YOUR GOAL: Copy out, from the data below, each line in which the word "forest" occurs.
◆ ◆ ◆ ◆ ◆
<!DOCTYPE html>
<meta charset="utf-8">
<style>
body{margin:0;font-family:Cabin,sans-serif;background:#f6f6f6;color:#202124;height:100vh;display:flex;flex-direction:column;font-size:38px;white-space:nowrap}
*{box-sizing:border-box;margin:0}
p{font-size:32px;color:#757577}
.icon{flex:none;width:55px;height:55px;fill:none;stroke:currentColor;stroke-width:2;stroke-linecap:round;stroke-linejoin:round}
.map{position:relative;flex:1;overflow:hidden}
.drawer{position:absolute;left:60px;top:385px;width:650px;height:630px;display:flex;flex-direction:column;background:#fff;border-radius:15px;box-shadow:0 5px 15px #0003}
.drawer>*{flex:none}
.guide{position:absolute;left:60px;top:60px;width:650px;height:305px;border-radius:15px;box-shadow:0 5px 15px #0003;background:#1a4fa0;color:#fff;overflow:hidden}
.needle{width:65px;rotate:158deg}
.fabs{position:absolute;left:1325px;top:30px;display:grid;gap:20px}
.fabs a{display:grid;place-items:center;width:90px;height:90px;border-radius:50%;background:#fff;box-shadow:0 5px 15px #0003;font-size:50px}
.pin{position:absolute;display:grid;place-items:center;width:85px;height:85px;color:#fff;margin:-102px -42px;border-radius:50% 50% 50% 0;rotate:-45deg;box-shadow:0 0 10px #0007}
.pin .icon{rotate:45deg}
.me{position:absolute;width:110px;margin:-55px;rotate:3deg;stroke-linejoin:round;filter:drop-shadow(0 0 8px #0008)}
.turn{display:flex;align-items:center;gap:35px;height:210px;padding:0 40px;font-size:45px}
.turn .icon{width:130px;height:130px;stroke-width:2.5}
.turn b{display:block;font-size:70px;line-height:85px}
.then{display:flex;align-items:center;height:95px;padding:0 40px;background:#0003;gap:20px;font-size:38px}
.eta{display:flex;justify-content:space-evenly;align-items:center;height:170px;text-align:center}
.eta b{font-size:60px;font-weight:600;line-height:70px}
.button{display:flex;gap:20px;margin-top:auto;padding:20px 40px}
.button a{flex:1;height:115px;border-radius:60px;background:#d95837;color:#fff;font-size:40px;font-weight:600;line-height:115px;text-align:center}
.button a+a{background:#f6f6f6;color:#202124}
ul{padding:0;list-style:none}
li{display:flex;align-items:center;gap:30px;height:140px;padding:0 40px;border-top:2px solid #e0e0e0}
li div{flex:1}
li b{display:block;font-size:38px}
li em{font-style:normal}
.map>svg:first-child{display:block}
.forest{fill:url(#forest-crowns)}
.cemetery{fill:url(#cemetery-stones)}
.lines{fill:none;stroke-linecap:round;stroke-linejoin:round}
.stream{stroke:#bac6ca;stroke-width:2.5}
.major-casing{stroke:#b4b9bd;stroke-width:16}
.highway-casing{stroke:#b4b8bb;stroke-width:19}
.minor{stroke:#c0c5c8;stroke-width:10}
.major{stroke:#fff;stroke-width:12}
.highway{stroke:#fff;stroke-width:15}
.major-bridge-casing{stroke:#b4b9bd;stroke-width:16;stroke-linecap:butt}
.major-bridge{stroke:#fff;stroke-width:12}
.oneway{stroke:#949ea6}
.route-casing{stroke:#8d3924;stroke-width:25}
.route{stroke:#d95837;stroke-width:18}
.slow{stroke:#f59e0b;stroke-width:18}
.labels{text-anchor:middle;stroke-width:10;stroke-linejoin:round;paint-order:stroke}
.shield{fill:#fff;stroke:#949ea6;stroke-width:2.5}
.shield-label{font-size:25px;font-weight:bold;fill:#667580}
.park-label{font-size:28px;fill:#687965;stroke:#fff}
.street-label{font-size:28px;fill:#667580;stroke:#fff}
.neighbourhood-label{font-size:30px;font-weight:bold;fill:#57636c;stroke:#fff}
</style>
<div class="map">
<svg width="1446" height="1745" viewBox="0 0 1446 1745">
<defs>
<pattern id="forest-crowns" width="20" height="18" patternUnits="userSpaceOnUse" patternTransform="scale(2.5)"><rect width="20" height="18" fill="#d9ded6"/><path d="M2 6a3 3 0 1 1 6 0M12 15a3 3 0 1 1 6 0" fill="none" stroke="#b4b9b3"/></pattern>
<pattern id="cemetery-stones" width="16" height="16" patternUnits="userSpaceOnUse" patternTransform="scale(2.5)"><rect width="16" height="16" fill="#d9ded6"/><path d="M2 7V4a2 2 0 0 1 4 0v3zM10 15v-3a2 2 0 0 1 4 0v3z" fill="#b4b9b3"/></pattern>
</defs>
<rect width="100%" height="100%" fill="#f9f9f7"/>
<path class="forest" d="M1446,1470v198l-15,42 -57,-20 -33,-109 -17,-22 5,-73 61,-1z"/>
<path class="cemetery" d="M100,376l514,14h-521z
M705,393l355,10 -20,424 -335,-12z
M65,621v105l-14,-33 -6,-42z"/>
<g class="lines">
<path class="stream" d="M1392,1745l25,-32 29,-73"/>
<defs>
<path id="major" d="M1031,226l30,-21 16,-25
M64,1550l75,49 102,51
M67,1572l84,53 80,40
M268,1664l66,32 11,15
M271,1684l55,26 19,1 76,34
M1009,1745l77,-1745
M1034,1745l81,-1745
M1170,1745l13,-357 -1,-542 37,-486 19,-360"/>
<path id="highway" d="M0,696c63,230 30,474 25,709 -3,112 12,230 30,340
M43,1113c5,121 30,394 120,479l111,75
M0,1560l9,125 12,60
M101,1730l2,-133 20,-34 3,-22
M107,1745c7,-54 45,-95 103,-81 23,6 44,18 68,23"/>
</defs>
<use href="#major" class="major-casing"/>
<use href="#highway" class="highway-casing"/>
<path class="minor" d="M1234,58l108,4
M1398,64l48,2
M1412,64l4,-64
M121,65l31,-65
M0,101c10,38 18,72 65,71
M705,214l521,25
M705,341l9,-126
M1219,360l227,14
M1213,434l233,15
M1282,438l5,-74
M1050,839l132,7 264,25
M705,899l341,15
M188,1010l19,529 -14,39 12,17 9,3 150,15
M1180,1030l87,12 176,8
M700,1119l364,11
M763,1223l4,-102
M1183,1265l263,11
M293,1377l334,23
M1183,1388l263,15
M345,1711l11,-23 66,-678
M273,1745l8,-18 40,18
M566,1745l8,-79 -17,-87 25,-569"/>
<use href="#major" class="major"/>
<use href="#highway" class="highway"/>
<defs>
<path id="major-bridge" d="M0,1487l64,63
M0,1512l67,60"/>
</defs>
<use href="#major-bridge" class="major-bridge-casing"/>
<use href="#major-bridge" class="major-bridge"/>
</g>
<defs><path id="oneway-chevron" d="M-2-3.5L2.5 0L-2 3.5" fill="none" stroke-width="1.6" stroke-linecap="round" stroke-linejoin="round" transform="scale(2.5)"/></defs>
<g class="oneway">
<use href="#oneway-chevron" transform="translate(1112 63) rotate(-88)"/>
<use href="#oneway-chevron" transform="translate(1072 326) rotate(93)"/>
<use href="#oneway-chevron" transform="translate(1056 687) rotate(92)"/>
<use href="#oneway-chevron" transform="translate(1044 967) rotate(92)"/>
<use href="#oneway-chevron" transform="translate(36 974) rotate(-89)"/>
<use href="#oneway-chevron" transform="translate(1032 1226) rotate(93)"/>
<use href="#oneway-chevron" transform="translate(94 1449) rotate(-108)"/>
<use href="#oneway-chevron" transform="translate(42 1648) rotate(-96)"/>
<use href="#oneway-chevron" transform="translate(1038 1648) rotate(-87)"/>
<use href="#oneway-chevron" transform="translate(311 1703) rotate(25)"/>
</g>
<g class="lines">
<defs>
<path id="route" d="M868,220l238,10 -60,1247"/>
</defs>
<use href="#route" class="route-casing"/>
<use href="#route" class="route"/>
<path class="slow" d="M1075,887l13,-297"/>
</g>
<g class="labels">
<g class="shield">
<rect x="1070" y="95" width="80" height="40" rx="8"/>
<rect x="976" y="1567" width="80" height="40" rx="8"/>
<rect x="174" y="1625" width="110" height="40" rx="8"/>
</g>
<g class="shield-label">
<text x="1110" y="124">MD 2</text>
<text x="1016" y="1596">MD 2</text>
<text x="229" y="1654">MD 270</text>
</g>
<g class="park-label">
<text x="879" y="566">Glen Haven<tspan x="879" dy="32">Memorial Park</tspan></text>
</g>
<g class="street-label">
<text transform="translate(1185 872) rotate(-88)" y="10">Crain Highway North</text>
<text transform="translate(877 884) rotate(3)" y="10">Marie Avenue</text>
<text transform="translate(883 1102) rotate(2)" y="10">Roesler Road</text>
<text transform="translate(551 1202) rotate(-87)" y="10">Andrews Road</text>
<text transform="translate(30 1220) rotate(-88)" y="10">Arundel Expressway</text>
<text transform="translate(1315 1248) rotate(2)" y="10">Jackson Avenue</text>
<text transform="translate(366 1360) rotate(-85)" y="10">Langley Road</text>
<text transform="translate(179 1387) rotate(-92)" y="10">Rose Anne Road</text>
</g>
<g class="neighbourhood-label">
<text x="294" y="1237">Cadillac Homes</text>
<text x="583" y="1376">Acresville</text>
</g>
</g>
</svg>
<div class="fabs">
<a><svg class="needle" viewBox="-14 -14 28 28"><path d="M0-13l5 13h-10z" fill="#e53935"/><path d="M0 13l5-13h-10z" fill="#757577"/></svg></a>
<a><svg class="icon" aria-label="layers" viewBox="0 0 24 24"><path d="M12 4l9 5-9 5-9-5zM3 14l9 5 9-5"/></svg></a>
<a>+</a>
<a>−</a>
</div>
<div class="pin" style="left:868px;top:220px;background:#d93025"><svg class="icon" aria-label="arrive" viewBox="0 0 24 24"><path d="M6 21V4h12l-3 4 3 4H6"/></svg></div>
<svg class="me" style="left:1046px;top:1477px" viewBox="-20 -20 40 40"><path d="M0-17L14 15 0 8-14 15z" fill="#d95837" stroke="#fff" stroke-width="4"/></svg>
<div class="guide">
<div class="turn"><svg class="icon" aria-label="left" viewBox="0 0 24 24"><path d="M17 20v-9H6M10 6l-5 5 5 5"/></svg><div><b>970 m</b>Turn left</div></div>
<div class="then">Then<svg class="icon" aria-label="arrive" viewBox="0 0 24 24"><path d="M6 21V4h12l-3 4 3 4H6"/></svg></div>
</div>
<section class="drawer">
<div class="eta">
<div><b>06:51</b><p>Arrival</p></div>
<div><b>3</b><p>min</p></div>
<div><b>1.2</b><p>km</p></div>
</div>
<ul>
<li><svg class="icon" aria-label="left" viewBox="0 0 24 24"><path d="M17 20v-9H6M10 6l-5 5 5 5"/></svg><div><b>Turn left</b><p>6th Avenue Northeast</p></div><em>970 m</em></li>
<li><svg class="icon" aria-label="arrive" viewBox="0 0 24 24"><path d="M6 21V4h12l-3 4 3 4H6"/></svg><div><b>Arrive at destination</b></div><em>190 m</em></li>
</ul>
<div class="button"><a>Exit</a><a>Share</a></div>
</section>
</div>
◆ ◆ ◆ ◆ ◆
TASK OUTPUT:
.forest{fill:url(#forest-crowns)}
<pattern id="forest-crowns" width="20" height="18" patternUnits="userSpaceOnUse" patternTransform="scale(2.5)"><rect width="20" height="18" fill="#d9ded6"/><path d="M2 6a3 3 0 1 1 6 0M12 15a3 3 0 1 1 6 0" fill="none" stroke="#b4b9b3"/></pattern>
<path class="forest" d="M1446,1470v198l-15,42 -57,-20 -33,-109 -17,-22 5,-73 61,-1z"/>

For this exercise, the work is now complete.